The use of such a containment strategy aligns with the National Institute for Occupational Safety and Health (NIOSH) Hierarchy of Controls, a framework used to identify and prioritize measures to protect workers fromoccupational hazards37. This hierarchy ranks interventions from most to least effective: elimination, substitution, engineering controls, administrative controls, and PPE. Engineering controls, such as the LCICC, are considered highly effective—if not ideal—because they are designed to block the hazard at the source before it comes into contact with the worker or enclosure of the process.
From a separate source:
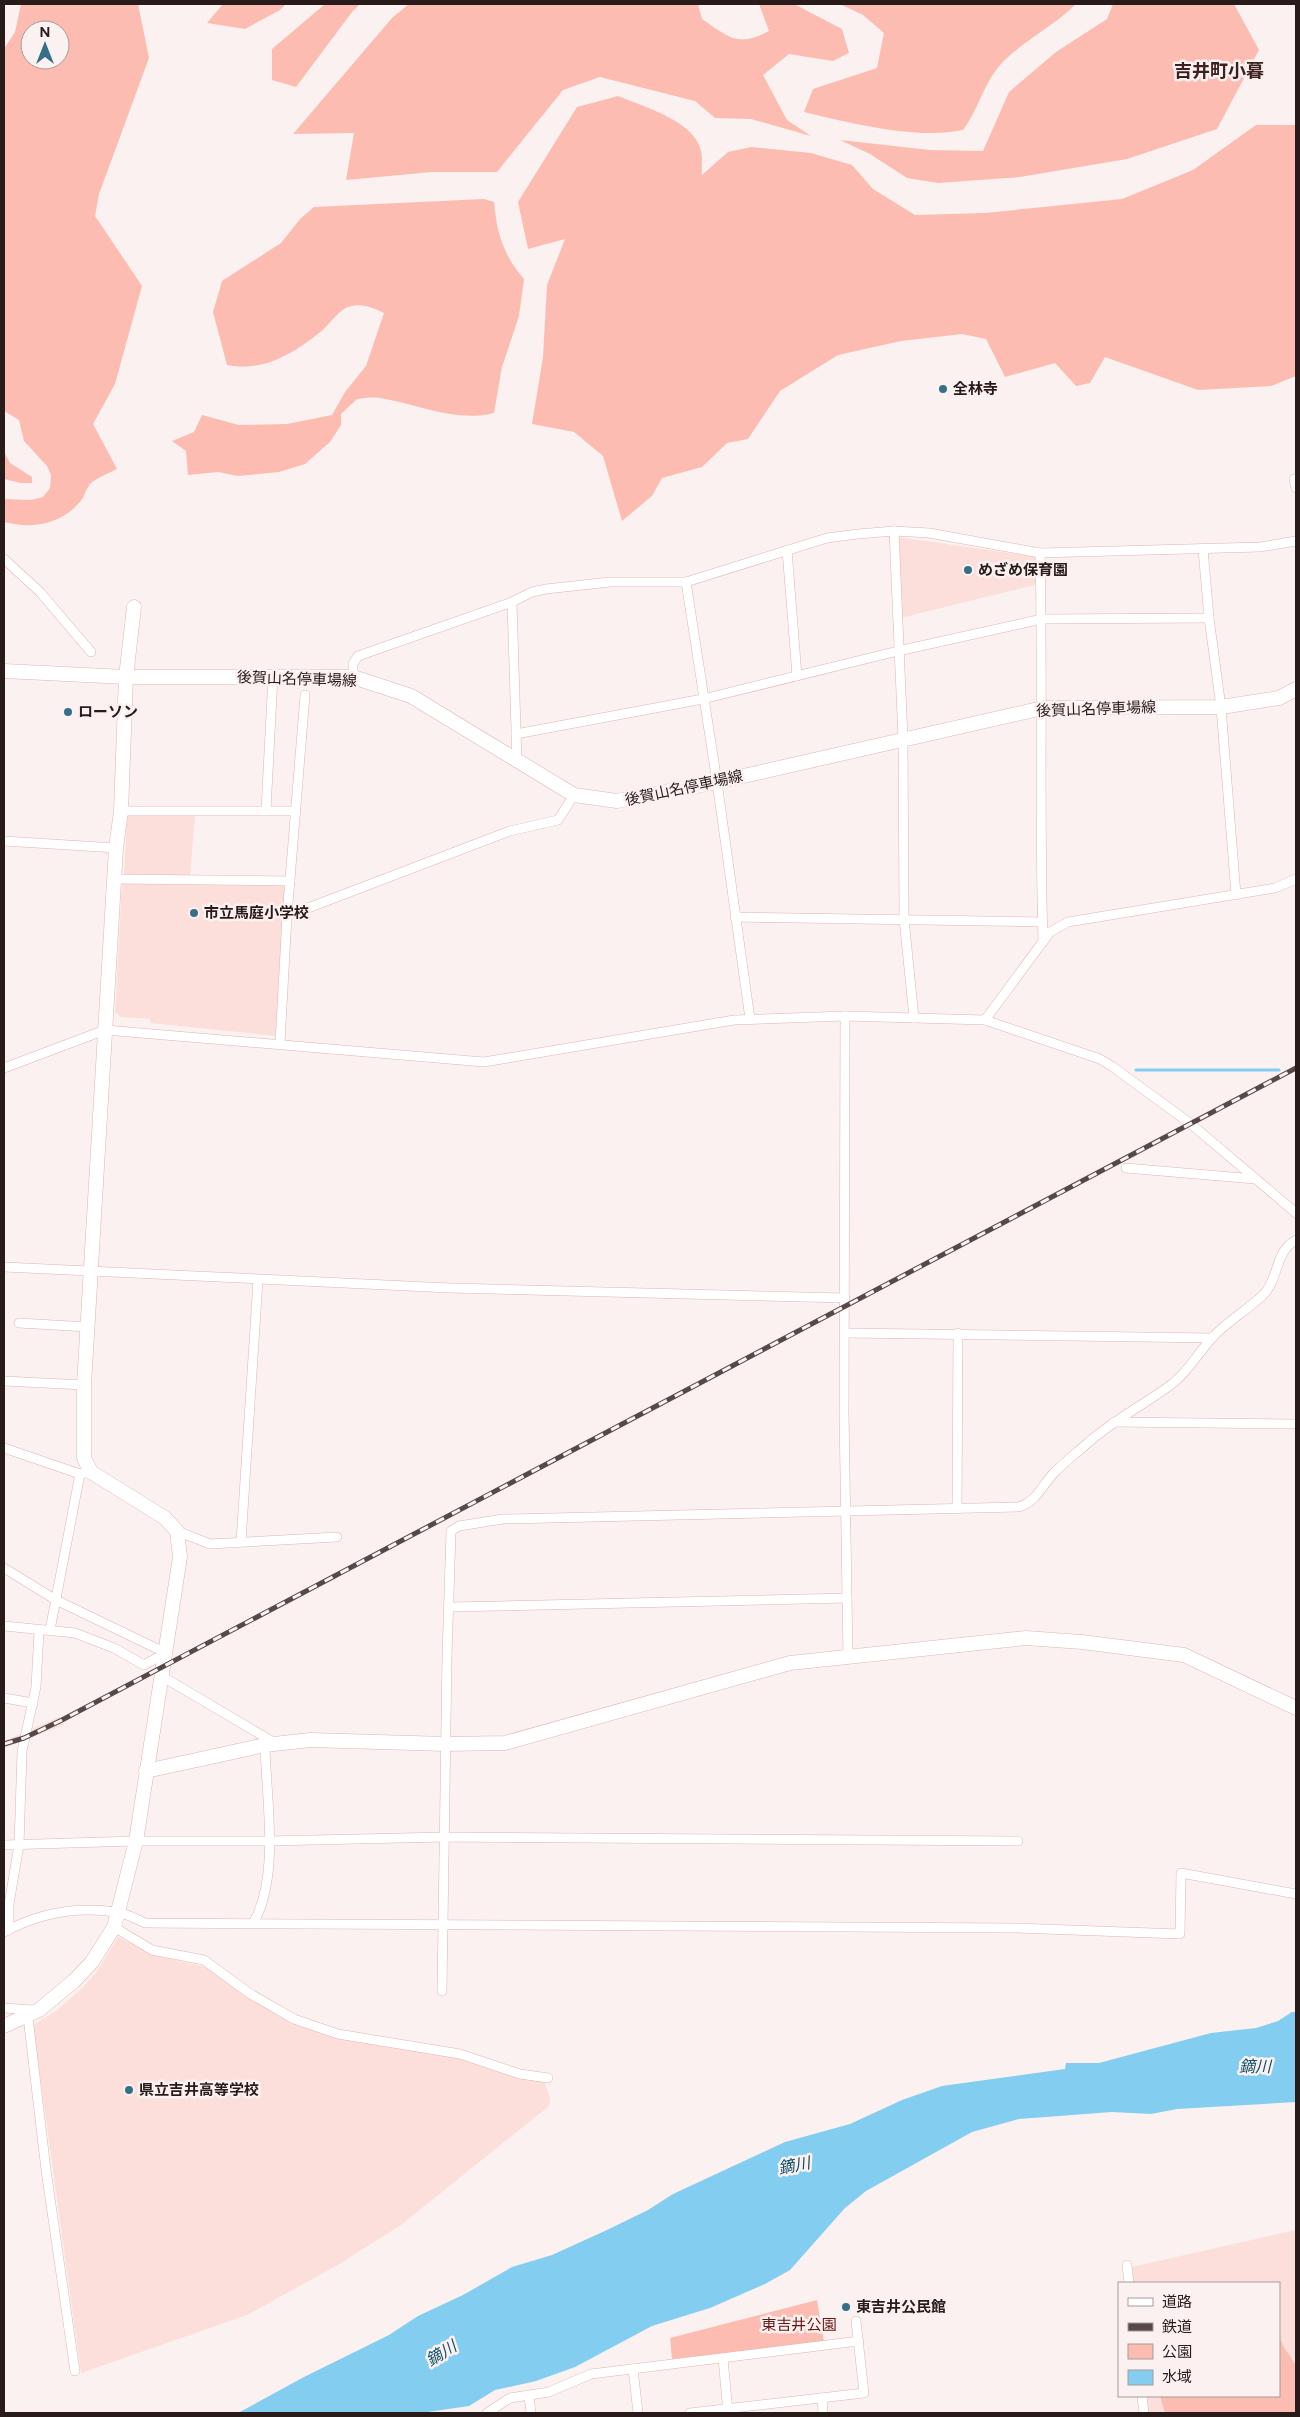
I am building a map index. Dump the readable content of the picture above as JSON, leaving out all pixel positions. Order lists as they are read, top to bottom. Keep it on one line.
{"streets":{"street":["後賀山名停車場線"]},"districts":["吉井町小暮"],"water":["鏑川"],"parks":["東吉井公園"],"places":["全林寺","めざめ保育園","ローソン","市立馬庭小学校","県立吉井高等学校","東吉井公民館"],"legend":["道路","鉄道","公園","水域"],"north":"top"}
They typically require minimal user action to function effectively and operate without interfering with the workflow or making the procedure more difficult.

Additionally, the transparent walls of the chamber allow for safe photographic and video documentation without the risk of contamination, further enhancing its utility. After completing the procedure, only the chamber requires decontamination, significantly reducing the cost, time, and effort typically associated with cleaning the entire autopsy facility. To mitigate exposure risks even further, the chamber allows the body to be decontaminated inside before being placed in a body bag. This step provides an additional layer of safety for personnel handling the body post-procedure. The authors have successfully utilized the LCICC not only in cases involving patients infected with COVID-19 but also in those with rabies, showcasing its effectiveness and versatility24. Beyond autopsies, the chamber could also be invaluable for the safe collection of specimens and samples from highly infectious cases.

Limitations of the study

The baseline aerosol density recorded within the LCICC was higher than that in the open-air setting. This difference is likely due to the natural dispersion of aerosols by ambient wind in the open environment—an effect that is inherently absent within the enclosed structure of the LCICC. However, environmental factors such as wind speed and direction were not measured in this study, which is a limitation that should be considered when interpreting these findings.

While fluorescein dye was used to visualize aerosol spread and serves as a useful proxy for dispersion patterns, it cannot accurately represent aerosols in the micron or sub-micron range.

Conclusion

Despite the risks and challenges posed by the COVID-19 pandemic, the medicolegal investigation of deaths remained essential as mandated by authorities and legislation. The pandemic highlighted the critical risks faced by HCWs during high-risk procedures, such as autopsies on potentially infected cadavers, underscoring the need for reliable biosafety measures. The authors believe that this innovation has the potential to revolutionize the management of infectious diseases by offering a practical solution for sampling and specimen collection in highly infectious cases such as Rabies, Ebola, Nipah Virus, COVID-19, and Tuberculosis. Additionally, it could serve as a crucial protective measure for autopsy teams, effectively addressing the risks posed by these infectious diseases.

The LCICC demonstrates a significant reduction in aerosol exposure during autopsies, offering a scalable and cost-effective solution to enhance safety for forensic personnel while maintaining the integrity of critical forensic procedures. While its design eliminates the need for negative pressure throughout the mortuary, its low construction cost and ease of use make it particularly suitable for resource-limited settings, simplifying operational requirements.